Net Income Calculations
Next, turning to the second factor under Long, the Eighth Circuit reviewed ECMC’s contention that the bankruptcy court based its calculation of Debtor’s net income on assumptions, instead of requiring Debtor to prove undue hardship by a preponderance of the evidence. First, pointing out that ECMC stipulated to the monthly gross income figures used by the bankruptcy court, the Eighth Circuit rejected ECMC’s challenge to those figures. Next, the Eighth Circuit reviewed ECMC’s assertion that in calculating Debtor’s net income, the bankruptcy court double-counted certain payroll deductions. Notably, the Eighth Circuit declared that without the actual tax returns, it could not determine whether any payroll deductions were also claimed as above-the-line deductions and whether any double counting actually occurred. Nevertheless, while noting that a court cannot use speculation when calculating net income and that the lower court’s calculation method posed a risk of double counting, the Eighth Circuit concluded that the degree of speculation was minimal. Further, the Eighth Circuit added that even if it completely excluded the disputed payroll deductions, Debtor’s expenses still exceeded her monthly income, leaving a monthly deficit of $650. Thus, evaluating the potential error in the larger TOC context, the Eighth Circuit held that the flawed calculation did not bar an undue hardship discharge as a matter of law.

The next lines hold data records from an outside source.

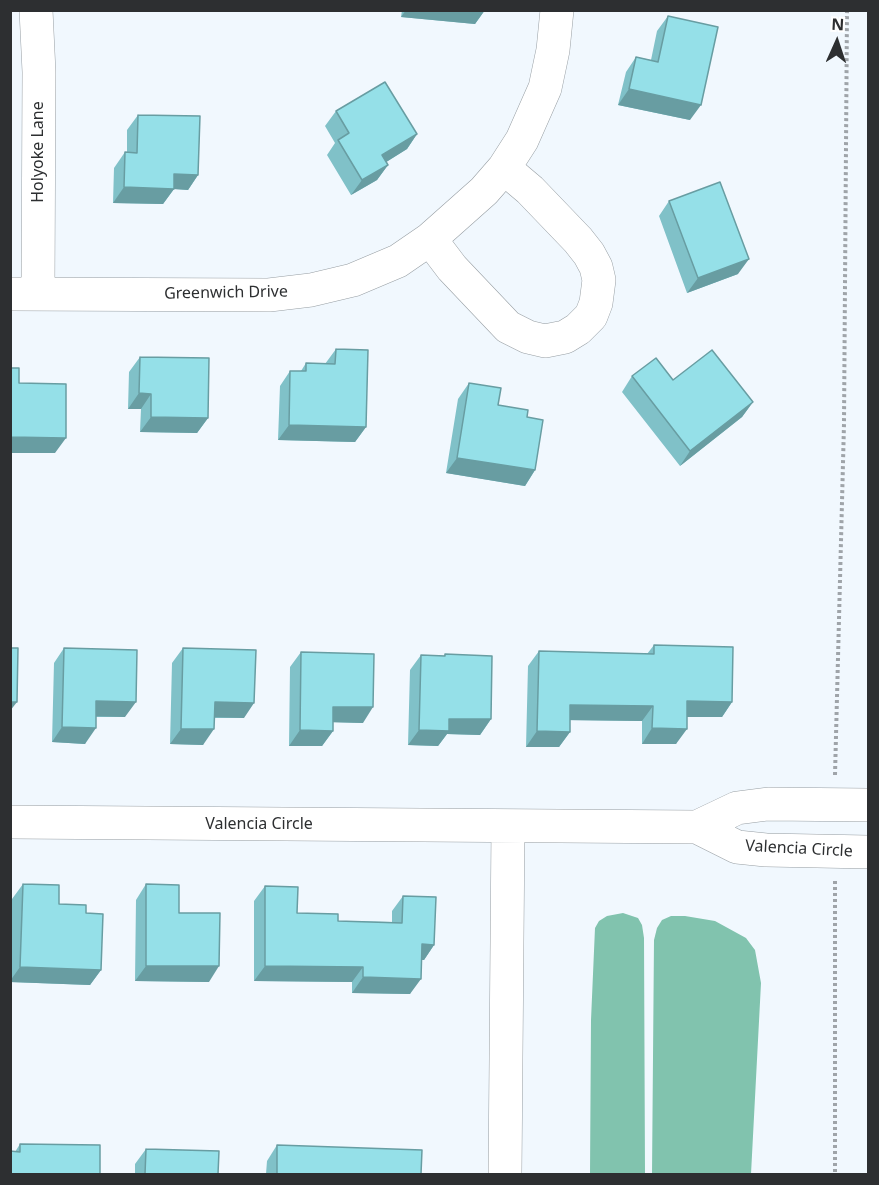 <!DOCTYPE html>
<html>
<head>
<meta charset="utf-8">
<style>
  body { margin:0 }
  #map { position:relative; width:879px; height:1185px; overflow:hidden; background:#f1f8fe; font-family:"Noto Sans",sans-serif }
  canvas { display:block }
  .frame { position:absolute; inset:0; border:12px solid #2d2f31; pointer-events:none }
  .north { position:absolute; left:807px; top:12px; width:60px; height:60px; -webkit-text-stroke:4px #fff; paint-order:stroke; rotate:3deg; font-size:16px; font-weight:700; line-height:24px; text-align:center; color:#2d2f31 }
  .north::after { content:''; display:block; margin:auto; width:21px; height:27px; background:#2d2f31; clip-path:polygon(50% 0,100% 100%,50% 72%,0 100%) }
</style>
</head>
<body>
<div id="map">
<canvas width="879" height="1185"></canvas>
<div class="frame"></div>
<div class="north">N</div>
</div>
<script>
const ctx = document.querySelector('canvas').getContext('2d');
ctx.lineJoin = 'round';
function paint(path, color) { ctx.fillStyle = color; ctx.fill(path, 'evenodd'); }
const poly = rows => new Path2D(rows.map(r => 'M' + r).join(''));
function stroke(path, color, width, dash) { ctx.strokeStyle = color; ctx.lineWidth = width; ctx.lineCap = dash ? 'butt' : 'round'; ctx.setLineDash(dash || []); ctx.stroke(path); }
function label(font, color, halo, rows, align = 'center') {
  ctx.font = font + ' "Noto Sans",sans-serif'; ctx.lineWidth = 4.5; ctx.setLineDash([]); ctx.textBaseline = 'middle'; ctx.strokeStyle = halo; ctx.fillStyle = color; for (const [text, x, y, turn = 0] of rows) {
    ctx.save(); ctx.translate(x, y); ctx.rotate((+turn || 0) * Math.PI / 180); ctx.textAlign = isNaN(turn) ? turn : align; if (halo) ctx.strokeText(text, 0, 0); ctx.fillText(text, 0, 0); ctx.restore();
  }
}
paint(poly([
  [623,913,638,918,642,925,644,938,645,1174,590,1174,591,1020,595,928,599,921,607,916],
  [671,916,685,916,715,921,746,938,755,950,761,983,751,1174,652,1174,654,940,657,928,662,920]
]), '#81c3ae');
const minor = poly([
  [36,10,39,72,38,294],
  [430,239,452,268,508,327,528,337,545,341,565,337,578,329,591,316,596,303,599,280,596,267,589,254,578,240,530,190,504,168],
  [10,294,269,295,311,290,353,280,398,261,430,239,484,191,504,168,522,140,545,88,553,50,557,10],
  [10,822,697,827,737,847,766,850,868,852],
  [697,827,737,808,768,804,868,805],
  [505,1174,508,826]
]);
stroke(minor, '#979ea3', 34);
stroke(poly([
  [835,775,844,424,847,10],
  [835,881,835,1174]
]), '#9fa4a9', 4, [3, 3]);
stroke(minor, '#fff', 33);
paint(poly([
  [402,10,485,10,475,24,401,17],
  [668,16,690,120,618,105,626,72,636,57,651,60,657,31],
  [336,111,417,134,407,149,386,162,388,165,377,180,351,195,327,155,335,143,325,126],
  [138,115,198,175,188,190,174,189,163,204,113,203,114,168,125,152,127,152,127,130],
  [669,201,738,274,687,293,659,216],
  [336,349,366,427,355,442,278,440,280,386,290,371,301,371,306,363,325,364],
  [140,357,208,418,197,433,140,432,141,409,128,409,129,372],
  [632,376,673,380,753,402,742,417,680,466,622,392],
  [469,383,498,405,527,417,535,470,525,486,446,473,458,399],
  [654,645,732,702,722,717,687,717,676,744,642,744,642,721,570,720,570,732,559,747,526,747,528,666,539,651,647,654],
  [64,648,125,717,96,717,85,744,52,742,54,663],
  [183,648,244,718,214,718,203,745,170,744,172,663],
  [301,652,363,723,333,722,333,731,322,746,289,746,290,667],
  [445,654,491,719,480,735,447,734,438,746,408,745,410,670,421,655,444,656],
  [23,884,59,904,86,913,101,970,90,985,10,982,12,899],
  [146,884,179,913,209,982,135,981,136,900],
  [265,886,297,913,338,921,392,922,392,911,403,896,434,945,424,960,422,960,410,994,352,993,352,982,254,981,254,901],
  [20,1144,100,1174,15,1152],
  [277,1145,421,1174,266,1174,267,1161],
  [146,1149,218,1174,135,1174,135,1164]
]), '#80c1c8');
paint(poly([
  [406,10,485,10,475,24,401,17],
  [629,89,701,105,690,120,618,105],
  [417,134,407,149,372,171,382,155],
  [388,165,377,180,351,195,362,180],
  [174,174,198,175,188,190,174,189,163,204,113,203,124,187],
  [749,259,738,274,687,293,698,278],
  [139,393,151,394,141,409,128,409],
  [753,402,742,417,680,466,690,451],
  [151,417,208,418,197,433,140,432],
  [289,425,366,427,355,442,278,440],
  [10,437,66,438,55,453,10,453],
  [457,458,535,470,525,486,446,473],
  [96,701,136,702,125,717,86,716],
  [687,701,732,702,722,717,676,717],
  [10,702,17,702,10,711],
  [215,702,254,703,244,718,204,717],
  [570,705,653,706,642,721,559,720],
  [333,707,373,707,363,723,322,722],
  [449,719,491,719,480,735,447,734,438,746,408,745,419,730],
  [62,727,96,728,85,744,52,742],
  [652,728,687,729,676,744,642,744],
  [181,729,214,729,203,745,170,744],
  [300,730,333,731,322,746,289,746],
  [537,731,570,732,559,747,526,747],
  [422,944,434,945,424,960,411,959],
  [146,966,219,966,209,982,135,981],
  [265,966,363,967,352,982,254,981],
  [20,967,101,970,90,985,10,982,10,981],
  [363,977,421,979,410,994,352,993]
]), '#689da2');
const building = poly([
  [668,16,718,27,701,105,629,89,636,57,658,62,668,16],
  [385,82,417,134,382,155,388,165,362,180,338,140,349,133,336,111,385,82],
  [138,115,200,116,198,175,174,174,174,189,124,187,125,152,137,153,138,115],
  [720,182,749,259,698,278,669,201,720,182],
  [336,349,368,350,366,427,289,425,290,371,306,371,306,363,335,364,336,349],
  [712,350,753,402,690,451,632,376,656,358,673,380,712,350],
  [140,357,209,358,208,418,151,417,151,394,139,393,140,357],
  [10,368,19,368,19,383,66,384,66,438,10,437,10,368],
  [469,383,501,388,498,405,528,410,527,417,543,420,535,470,457,458,469,383],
  [654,645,733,647,732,702,687,701,687,729,652,728,653,706,570,705,570,732,537,731,539,651,654,654,654,645],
  [10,648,18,648,17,702,10,702,10,648],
  [64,648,137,650,136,702,96,701,96,728,62,727,64,648],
  [183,648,256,650,254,703,215,702,214,729,181,729,183,648],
  [301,652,374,654,373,707,333,707,333,731,300,730,301,652],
  [445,654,492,656,491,719,449,719,449,731,419,730,421,655,445,656,445,654],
  [23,884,59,885,59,904,86,905,86,913,103,914,101,970,20,967,23,884],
  [146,884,179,885,179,913,220,913,219,966,146,966,146,884],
  [265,886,298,887,297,913,338,914,338,921,402,923,403,896,436,897,434,945,422,944,421,979,363,977,363,967,265,966,265,886],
  [20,1144,100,1145,100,1174,10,1174,10,1151,20,1152,20,1144],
  [277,1145,422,1150,421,1174,277,1174,277,1145],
  [146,1149,219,1151,218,1174,145,1174,146,1149]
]);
paint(building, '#95e0e8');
stroke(building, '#689da2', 1.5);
label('16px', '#2d2f31', '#fff', [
  ["Holyoke Lane",38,152,-90],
  ["Greenwich Drive",226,293,-1],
  ["Valencia Circle",259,824],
  ["Valencia Circle",799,849,3]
]);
</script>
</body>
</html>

Finally, analyzing the third factor under Long, the Eighth Circuit examined ECMC’s position that Debtor’s $850 monthly car payment on a third car and $373 monthly payment for the deck were unreasonable expenses, precluding an undue hardship ruling as a matter of law. In that regard, the Eighth Circuit explained that a debtor’s household income must be used to satisfy reasonable and necessary expenses. In re Jesperson, 571 F.3d 775, 779 (8th Cir. 2009). While acknowledging that Debtor’s monthly car payment alone exceeded the $593 monthly payment under the ICRP, the Eighth Circuit declared that the porch and third car may be needed given the size of Debtor’s family. Further, the Eighth Circuit pointed out that even if the Walkers had not incurred expenses for the car and deck, Debtor could not have possibly met her $593 ICRP payment in light of her $650 monthly household deficit. Ultimately, the Eighth Circuit held that based on the Walkers’ budget, Debtor could not afford to make any payments on her student loans and still maintain a minimal standard of living.
Eighth Circuit Affirms Judgment
In sum, the Eighth Circuit affirmed the Judgment, discharging the student loan debt because of undue hardship.